Bruxelles, 09/05/2011 (Agence Europe) - Le secrétaire d'État belge à l'Immigration, Melchior Wathelet, s'est inquiété la semaine dernière dans un courrier adressé à la Commission du nombre de demandes d'asile déposées dans son pays par les ressortissants de l'ex-Yougoslavie, notamment serbes et macédoniens, qui bénéficient depuis décembre 2009 de la libéralisation des visas (pour des séjours de 90 jours), a indiqué vendredi 6 mai le porte-parole de la commissaire Cécilia Malmström, Marcin Grabiec. La Belgique se plaint de l'augmentation de ces demandes. En mars dernier, plus de 100 demandes ont été déposées par des Macédoniens et près de 200 demandes par des ressortissants serbes, une proportion environ trois fois plus élevée qu'avant l'instauration du mécanisme de libéralisation. Et la Belgique d'estimer que ces ressortissants « profitent » du système, même si elle n'accepte qu'à peine 1% de ces demandes.
En réponse aux craintes de M. Wathelet, la Commission a indiqué vendredi qu'il existait depuis janvier 2011 un mécanisme de suivi de la libéralisation des visas pour les pays des Balkans occidentaux bénéficiant de ce régime (Serbie, Macédoine, Albanie, Bosnie-Herzégovine, Monténégro) et que, dans ce cadre, des experts de l'agence Frontex et des États membres se rendaient régulièrement dans ces pays, produisant ensuite des rapports. Une évaluation plus complète sur ce suivi est par ailleurs programmée pour le mois de juin, a ajouté Marcin Grabiec.

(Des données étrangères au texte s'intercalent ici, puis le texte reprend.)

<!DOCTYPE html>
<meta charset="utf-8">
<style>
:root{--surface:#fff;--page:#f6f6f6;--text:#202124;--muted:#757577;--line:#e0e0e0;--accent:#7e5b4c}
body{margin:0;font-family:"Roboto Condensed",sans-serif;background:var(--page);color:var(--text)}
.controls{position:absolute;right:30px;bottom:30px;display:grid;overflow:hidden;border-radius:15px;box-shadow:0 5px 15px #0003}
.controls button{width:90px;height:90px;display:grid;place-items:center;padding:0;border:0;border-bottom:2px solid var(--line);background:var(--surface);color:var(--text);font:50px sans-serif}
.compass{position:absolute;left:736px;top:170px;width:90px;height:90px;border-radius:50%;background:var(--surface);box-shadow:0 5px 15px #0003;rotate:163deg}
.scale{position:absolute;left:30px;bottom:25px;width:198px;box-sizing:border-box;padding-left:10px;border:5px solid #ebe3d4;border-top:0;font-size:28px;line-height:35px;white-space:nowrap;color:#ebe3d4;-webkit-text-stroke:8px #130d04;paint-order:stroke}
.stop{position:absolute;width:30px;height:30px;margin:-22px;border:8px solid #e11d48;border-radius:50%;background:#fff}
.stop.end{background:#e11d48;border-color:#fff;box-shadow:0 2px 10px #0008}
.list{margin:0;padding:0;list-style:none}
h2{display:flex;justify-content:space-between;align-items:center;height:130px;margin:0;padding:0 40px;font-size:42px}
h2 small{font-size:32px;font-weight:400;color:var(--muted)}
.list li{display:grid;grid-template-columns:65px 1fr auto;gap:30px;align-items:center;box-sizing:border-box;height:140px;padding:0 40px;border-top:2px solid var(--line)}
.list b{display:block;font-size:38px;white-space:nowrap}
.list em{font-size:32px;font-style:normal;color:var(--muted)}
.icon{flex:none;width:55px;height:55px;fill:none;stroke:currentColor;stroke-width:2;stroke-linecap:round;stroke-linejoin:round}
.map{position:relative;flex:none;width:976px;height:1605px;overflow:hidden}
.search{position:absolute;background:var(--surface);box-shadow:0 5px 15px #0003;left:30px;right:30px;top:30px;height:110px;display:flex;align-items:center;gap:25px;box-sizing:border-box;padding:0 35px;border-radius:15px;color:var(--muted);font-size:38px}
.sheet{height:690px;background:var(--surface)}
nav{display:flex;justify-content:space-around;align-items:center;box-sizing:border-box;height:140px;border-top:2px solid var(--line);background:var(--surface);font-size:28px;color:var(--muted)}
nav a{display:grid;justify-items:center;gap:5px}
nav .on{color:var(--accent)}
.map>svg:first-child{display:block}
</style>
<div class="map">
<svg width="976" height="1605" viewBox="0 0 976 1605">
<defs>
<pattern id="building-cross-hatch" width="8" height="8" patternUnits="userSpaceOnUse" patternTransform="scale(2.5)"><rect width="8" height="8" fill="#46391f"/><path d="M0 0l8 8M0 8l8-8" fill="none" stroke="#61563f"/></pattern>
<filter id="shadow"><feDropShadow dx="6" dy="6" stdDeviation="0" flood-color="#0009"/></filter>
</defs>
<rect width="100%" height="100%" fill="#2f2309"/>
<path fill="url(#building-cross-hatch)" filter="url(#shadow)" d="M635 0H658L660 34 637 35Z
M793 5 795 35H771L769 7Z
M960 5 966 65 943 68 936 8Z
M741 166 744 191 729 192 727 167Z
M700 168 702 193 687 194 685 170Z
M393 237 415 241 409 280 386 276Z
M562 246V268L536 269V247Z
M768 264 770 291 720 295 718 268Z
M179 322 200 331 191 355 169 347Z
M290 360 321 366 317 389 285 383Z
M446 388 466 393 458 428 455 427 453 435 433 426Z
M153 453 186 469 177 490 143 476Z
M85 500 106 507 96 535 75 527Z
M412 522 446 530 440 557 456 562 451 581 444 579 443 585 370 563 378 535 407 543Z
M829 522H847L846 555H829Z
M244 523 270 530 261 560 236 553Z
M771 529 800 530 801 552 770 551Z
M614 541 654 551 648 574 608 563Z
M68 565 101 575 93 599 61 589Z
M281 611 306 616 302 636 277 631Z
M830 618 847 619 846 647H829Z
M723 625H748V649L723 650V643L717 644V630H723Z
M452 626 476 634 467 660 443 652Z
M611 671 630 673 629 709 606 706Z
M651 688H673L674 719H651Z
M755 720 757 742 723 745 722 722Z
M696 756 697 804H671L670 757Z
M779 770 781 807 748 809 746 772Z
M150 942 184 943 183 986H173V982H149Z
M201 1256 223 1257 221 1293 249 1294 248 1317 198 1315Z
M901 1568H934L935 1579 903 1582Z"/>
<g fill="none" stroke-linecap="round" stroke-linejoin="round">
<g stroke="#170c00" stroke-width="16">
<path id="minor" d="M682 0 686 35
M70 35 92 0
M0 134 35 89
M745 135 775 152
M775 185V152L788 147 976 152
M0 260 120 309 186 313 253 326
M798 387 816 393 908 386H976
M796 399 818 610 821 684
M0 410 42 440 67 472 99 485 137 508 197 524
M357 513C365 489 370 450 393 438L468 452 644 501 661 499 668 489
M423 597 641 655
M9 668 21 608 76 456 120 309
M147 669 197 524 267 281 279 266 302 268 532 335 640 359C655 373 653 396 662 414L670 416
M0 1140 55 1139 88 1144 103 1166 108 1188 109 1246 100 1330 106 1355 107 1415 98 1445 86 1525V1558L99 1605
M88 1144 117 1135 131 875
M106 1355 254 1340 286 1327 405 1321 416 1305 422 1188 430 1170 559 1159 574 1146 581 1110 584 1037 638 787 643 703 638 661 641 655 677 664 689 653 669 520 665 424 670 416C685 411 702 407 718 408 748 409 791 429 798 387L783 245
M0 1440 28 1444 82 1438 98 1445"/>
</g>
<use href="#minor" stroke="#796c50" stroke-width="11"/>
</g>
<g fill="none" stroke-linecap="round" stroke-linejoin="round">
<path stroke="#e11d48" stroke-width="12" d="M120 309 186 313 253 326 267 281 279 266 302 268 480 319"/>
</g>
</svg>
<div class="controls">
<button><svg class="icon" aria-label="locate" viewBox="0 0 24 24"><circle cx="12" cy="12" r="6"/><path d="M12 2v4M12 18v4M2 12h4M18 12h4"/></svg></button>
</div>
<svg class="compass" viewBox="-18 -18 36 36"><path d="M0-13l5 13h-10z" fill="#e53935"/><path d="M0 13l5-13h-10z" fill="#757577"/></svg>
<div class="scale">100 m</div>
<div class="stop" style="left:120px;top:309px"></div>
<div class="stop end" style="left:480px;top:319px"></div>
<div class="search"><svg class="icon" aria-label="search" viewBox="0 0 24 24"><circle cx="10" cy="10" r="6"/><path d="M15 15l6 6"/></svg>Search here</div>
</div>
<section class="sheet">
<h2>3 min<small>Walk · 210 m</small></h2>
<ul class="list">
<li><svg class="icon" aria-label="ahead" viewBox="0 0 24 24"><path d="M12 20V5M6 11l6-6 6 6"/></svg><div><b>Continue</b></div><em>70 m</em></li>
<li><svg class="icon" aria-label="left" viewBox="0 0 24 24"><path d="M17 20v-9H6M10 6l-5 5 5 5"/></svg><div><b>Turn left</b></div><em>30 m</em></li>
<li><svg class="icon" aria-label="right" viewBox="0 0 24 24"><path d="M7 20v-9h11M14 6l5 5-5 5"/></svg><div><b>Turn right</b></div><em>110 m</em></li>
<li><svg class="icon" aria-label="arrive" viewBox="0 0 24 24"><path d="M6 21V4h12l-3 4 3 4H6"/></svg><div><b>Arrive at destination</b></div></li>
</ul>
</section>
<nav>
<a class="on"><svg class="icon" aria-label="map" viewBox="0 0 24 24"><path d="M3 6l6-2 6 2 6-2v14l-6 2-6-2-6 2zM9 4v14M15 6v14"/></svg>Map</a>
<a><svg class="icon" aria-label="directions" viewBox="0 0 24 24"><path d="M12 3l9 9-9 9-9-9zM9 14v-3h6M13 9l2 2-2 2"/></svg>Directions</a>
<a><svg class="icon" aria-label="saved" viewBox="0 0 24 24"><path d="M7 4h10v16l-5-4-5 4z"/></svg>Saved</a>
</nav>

La Commission a également rappelé qu'elle avait suggéré le 4 mai dernier dans sa communication sur la migration de l'UE une future « clause de sauvegarde » afin de suspendre la libéralisation des visas pour des pays qui s'avéreraient être à l'origine d'une forte immigration illégale dans l'UE. Cette clause de sauvegarde est par ailleurs vivement encouragée par la France et les Pays-Bas. L'idée? « Pour les cas où une exemption de visa donnerait lieu à une immigration irrégulière à grande échelle ou à des abus, ou mettrait en péril la sécurité, l'Union doit disposer des moyens appropriés pour remédier rapidement à ces problèmes », écrivait la Commission. À cette fin, elle proposera « prochainement une modification du règlement sur les visas prévoyant une clause de sauvegarde qui permettrait, sous certaines conditions, la réinstauration temporaire de l'obligation de visa pour les citoyens d'un pays tiers ». (S.P.)